Pour que la mesure soit plus facilement acceptée,
Villèle décide de séparer les aspects techniques et politiques de l'opération.
Dans un premier temps, il prévoit de faire voter le principe de l'indemnité
et les modalités de sa répartition. Après quoi, les Chambres ne pourront pas
s'opposer aux dispositions financières destinées à réunir les sommes nécessaires. En
février 1825, un premier décret porte sur le projet de loi créant, au profit
des anciens possesseurs des biens nationaux, trente millions de rente à 3% représentant
un capital nominal de un milliard de francs. La discussion est longue et orageuse.
Un vive polémique s'engage dans tout le pays, alimentée par la presse et des
quantités de brochures. L'opinion s'émeut que le Trésor public soit amputé "au
détriment de 29 millions de Français pour le profit de 50 000 personnes".
Tandis que partisans de la Révolution et défenseurs de l'émigration s'affrontent,
des passions que l'on se proposait d'éteindre se réveillent! Certains ultras
contestent la valeur de l'article 9 de la Charte, concernant l'irrévocabilité
des biens nationaux. La gauche s'efforce de discréditer le projet en soulignant
que trop de députés sont personnellement intéressés à son adoption! Oubliant
que beaucoup n'ont quitté le pays que pour sauver leur tête, elle flétrit toute
l'émigration comme un crime, prétendant que la confiscation a été une juste
punition et que l'on ne doit rien à ces mauvais Français.
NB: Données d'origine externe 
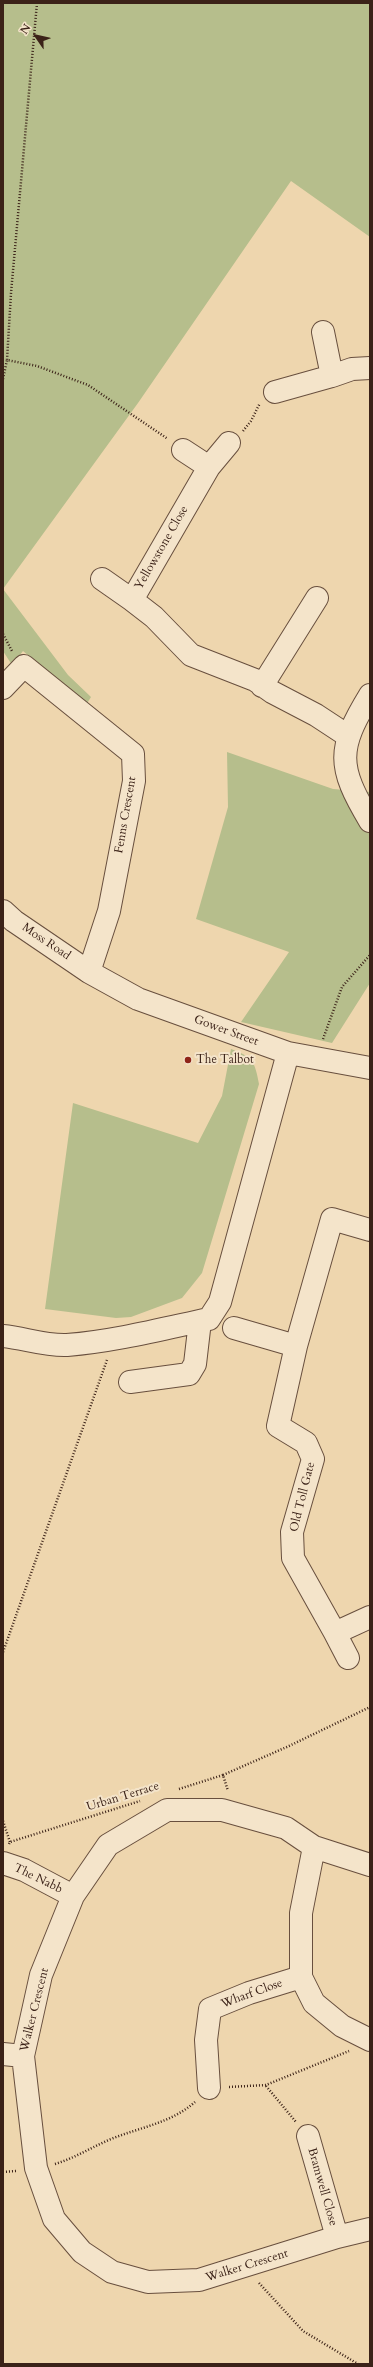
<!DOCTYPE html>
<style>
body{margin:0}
#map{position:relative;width:373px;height:2367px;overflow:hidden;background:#eed6ae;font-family:Cardo,serif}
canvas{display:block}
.frame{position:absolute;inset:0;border:4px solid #3b2218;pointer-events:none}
.north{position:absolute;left:16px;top:16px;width:40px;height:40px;-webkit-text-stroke:3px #f4e4ca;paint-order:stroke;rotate:304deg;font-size:11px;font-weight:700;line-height:16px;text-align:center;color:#3b2218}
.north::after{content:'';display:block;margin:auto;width:14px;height:18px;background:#3b2218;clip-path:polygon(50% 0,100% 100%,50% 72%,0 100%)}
</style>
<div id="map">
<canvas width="373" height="2367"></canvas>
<div class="frame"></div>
<div class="north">N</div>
</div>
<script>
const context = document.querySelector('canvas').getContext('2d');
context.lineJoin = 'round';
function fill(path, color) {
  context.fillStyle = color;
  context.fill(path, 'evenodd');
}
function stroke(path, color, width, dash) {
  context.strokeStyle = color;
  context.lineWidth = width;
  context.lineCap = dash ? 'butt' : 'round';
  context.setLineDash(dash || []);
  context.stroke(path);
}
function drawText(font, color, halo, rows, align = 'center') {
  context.font = font + ' Cardo,serif';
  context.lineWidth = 4;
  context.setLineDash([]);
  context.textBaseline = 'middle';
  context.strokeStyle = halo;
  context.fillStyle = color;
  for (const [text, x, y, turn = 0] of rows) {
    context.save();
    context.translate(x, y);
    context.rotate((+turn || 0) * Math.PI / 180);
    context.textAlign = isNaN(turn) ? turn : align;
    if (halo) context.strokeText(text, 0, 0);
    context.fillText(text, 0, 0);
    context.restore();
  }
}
fill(new Path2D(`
 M3,3H370V237L291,181L138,403L3,589Z
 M3,589L68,675L91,697L86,705L23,651L12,665L3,651Z
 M227,752L333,789L370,792V983L332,1043L241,1022L289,952L196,919L228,807Z
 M231,1049C253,1057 255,1062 259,1084L202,1273L182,1298L131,1317L116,1318L45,1309L73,1103L198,1143L222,1096Z`), '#b6be8c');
const minor = new Path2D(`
 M332,376L352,369L370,368
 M275,392L332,376L323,332
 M229,443L209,467L132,600L154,617L191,655L255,680L272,692L316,715L348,736
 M183,450L209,467
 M102,579L132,600
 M262,686L317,598
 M3,688L24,666L133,754L134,781L109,911L89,972
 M370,695C337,749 337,766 370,821
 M3,911L14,921L89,972L138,999L288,1053L370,1068
 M234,1328L296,1346
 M3,1336C24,1338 45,1346 67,1345C115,1341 162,1329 209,1319L220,1302L288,1053
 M130,1382L189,1374L195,1364L200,1321
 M335,1633L293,1558L292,1532L313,1459L306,1443L278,1426L296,1346L332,1219L370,1230
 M348,1658L335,1633L370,1617
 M314,1847L301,1913V1977L314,2003L342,2026L370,2040
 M3,1863L24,1870L73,1896
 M370,1865L314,1847L286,1828L222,1810H167L108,1845L73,1896L41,1975L23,2056L36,2168L54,2219L82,2252L112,2272L148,2282L199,2280L337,2237L370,2229
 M3,2054L23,2056
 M209,2088L206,2040L210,2009L249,1993L301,1977
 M308,2136L337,2237`);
stroke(minor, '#684f3e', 24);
stroke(new Path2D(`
 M37,3L11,293L7,360L37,366L88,385L168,439
 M3,379L7,360
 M243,431L251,421L260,403
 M3,634L12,651
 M323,1039L342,987L370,955
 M3,1652L107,1360
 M223,1775L289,1746L370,1707
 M179,1789L223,1775L228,1791
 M3,1821L10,1842
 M9,1844L10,1842L140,1801
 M266,2086L296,2122
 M229,2087L266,2085L349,2051
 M55,2164C75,2158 92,2147 111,2139C141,2127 171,2123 195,2102
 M3,2172L16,2171
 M259,2283L303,2331L358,2364`), '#3b2218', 2.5, [1, 2]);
stroke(minor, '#f4e4ca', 22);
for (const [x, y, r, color] of [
 [188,1060,4,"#8f2418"]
]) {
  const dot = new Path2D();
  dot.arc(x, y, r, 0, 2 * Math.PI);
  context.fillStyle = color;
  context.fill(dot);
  stroke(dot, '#f4e4ca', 1.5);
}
drawText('12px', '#3b2218', '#f4e4ca', [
 ["Yellowstone Close",162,548,-60],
 ["Fenns Crescent",126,815,-80],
 ["Moss Road",46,942,34],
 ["Gower Street",226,1031,20],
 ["Old Toll Gate",303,1497,-76],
 ["Urban Terrace",123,1797,-17],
 ["The Nabb",38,1879,26],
 ["Wharf Close",252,1994,-20],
 ["Walker Crescent",35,2010,-76],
 ["Bramwell Close",322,2187,74],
 ["Walker Crescent",247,2266,-17]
]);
drawText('12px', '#3b2218', '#f4e4ca', [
 ["The Talbot",196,1060]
], 'left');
</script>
Cependant, le 27 avril 1825, la loi, légèrement amendée
par la Chambre des Pairs, est adoptée par la Chambre des députés, par 221 voix
contre 130. Reste à trouver les moyens financiers qui permettront d'indemniser
les émigrés. La moitié de la somme est fournie par la caisse d'amortissement,
l'autre moitié par la plus-value escomptée des rentrées budgétaires, en particulier
par la taxe sur les transactions. S'y ajoute une conversion des rentes sur la
dette publique de 5% en 4,5%. En fin de compte, la France ne déboursera pas
le fameux "milliard des émigrés", mais un capital de 630 millions
de francs. Le pays est prospère, et le Trésor peut aisément supporter cet alourdissement
de la dette publique. Cependant, l'indemnisation ne permet pas aux émigrés
de retrouver leur fortune territoriale. En tenant compte du jeu des successions,
les ayants droits sont environ 70 000 et le dédommagement obtenu par chacun
d'eux est en moyenne de 1 377 francs de rente, 45 000 en capital nominal. Pour
la plupart, l'indemnité réelle est très inférieure à cette moyenne du fait de
quelques grosses liquidations, comme celle du duc d'Orléans. Mais l'objectif
essentiel est atteint : après 1825, il n'y a plus deux catégories de propriétés
et deux catégories de propriétaires. Plus aucun obstacle matériel ne s'oppose
à une véritable réconciliation nationale. Mais les passions ne sont pas éteintes
pour autant. De ce point de vue, la loi a momentanément élargi le fossé entre
les Français qui ont profité de la Révolution et ceux qui en ont souffert.